Copy exactly, please, the lines of the data from its start through the line containing "g.lineJoin = 'round';".
═════ Data listing
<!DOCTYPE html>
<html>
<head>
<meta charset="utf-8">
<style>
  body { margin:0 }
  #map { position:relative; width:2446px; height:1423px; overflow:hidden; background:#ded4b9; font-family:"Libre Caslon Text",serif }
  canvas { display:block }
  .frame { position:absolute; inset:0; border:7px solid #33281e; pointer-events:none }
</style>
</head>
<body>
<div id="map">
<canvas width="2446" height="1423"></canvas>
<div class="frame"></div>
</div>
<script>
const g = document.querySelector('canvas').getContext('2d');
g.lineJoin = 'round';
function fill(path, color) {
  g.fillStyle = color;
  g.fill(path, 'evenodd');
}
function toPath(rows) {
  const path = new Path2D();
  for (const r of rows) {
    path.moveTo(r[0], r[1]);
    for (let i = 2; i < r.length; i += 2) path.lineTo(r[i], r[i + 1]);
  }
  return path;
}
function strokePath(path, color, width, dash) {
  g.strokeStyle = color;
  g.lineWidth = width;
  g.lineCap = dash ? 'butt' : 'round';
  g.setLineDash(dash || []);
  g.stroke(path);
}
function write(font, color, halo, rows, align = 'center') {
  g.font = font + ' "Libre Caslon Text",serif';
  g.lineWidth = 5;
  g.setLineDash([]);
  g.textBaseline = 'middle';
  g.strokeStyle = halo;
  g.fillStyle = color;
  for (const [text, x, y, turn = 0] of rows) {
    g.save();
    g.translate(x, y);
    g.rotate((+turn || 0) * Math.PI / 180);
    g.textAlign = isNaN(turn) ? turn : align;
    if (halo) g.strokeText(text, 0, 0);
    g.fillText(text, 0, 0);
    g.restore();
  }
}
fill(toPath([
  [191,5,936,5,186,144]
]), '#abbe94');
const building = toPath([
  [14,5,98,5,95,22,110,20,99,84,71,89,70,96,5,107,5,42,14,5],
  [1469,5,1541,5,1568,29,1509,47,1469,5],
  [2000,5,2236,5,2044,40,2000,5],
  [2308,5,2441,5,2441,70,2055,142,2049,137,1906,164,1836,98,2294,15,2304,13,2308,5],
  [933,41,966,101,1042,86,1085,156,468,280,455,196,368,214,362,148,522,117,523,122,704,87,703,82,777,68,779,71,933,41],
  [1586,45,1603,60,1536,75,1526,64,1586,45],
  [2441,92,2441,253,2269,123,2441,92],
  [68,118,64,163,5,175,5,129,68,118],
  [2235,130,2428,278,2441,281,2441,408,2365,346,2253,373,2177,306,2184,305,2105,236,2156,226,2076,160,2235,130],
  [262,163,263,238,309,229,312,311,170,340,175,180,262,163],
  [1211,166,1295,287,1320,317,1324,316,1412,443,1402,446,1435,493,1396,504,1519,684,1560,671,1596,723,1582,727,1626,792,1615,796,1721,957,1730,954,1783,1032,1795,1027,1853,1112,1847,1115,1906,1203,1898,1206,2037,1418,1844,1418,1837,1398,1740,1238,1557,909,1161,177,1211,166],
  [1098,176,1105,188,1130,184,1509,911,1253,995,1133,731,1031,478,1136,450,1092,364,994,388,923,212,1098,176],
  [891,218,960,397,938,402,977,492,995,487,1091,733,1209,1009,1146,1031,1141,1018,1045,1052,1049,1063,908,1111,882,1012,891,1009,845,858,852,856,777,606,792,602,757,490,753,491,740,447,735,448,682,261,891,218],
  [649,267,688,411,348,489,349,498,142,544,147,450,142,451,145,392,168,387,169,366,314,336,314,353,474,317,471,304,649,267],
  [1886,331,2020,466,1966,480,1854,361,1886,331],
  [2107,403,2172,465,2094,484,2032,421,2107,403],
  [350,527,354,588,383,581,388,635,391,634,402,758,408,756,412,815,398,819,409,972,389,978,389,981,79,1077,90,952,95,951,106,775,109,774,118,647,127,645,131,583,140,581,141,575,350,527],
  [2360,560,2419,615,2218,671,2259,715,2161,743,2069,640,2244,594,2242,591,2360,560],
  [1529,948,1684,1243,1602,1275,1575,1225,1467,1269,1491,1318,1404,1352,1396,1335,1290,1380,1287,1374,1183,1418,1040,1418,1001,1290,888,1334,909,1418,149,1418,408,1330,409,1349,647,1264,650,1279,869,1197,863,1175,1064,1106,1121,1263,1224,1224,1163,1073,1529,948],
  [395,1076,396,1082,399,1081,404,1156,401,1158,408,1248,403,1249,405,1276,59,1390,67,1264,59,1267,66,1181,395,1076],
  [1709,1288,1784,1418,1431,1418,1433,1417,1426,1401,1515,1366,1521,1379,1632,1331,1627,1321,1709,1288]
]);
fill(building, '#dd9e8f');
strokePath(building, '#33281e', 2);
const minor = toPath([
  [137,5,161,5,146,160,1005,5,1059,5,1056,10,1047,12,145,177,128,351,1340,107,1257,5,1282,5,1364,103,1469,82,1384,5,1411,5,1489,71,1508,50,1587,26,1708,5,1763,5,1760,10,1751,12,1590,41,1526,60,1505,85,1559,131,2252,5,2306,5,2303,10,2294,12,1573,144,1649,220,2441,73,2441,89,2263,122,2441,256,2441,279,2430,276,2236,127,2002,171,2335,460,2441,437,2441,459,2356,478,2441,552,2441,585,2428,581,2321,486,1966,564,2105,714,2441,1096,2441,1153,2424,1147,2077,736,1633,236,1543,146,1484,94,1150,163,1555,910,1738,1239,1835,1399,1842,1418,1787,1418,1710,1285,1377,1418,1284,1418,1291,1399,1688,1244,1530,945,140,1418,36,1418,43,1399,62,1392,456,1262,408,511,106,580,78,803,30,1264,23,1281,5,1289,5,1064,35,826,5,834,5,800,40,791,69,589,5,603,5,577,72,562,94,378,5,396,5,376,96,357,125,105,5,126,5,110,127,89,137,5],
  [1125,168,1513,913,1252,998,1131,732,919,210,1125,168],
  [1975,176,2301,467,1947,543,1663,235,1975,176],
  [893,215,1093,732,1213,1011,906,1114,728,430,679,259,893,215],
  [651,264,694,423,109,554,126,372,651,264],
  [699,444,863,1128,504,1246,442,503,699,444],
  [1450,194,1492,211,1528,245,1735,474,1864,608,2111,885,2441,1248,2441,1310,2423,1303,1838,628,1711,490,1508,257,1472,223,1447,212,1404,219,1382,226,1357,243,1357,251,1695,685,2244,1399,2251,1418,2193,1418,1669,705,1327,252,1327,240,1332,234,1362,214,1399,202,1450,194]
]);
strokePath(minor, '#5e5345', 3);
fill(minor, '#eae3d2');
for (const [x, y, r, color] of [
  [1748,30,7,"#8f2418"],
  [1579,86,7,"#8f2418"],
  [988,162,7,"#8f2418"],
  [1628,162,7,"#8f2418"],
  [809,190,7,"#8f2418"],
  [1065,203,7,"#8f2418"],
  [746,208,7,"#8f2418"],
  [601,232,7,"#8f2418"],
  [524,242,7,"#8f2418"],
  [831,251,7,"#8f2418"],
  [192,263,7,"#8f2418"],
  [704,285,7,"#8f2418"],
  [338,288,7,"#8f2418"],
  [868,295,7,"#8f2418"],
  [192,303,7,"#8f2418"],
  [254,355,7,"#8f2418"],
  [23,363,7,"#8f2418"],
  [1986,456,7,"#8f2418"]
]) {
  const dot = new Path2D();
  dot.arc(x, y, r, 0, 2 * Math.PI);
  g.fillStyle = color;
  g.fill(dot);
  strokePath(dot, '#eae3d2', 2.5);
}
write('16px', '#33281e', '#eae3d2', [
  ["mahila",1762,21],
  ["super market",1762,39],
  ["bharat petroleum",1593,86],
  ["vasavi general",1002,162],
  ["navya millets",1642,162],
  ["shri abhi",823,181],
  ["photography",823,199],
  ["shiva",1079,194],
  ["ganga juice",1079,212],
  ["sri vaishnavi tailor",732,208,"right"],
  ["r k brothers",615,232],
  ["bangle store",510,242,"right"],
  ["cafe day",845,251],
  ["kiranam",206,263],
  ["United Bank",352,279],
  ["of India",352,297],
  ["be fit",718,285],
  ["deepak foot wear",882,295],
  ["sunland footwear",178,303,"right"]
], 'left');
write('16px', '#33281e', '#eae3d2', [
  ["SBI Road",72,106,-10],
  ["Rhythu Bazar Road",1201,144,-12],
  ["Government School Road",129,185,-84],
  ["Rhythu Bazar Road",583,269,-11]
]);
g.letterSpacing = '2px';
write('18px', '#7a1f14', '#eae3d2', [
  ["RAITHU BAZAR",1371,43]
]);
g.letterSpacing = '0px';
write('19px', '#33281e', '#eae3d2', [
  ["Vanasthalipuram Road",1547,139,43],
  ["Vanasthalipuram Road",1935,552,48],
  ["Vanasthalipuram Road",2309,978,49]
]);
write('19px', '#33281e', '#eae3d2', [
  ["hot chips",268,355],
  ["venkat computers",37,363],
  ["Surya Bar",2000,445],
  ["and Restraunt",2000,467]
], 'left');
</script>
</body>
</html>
══════════
▸ **Result**:
<!DOCTYPE html>
<html>
<head>
<meta charset="utf-8">
<style>
  body { margin:0 }
  #map { position:relative; width:2446px; height:1423px; overflow:hidden; background:#ded4b9; font-family:"Libre Caslon Text",serif }
  canvas { display:block }
  .frame { position:absolute; inset:0; border:7px solid #33281e; pointer-events:none }
</style>
</head>
<body>
<div id="map">
<canvas width="2446" height="1423"></canvas>
<div class="frame"></div>
</div>
<script>
const g = document.querySelector('canvas').getContext('2d');
g.lineJoin = 'round';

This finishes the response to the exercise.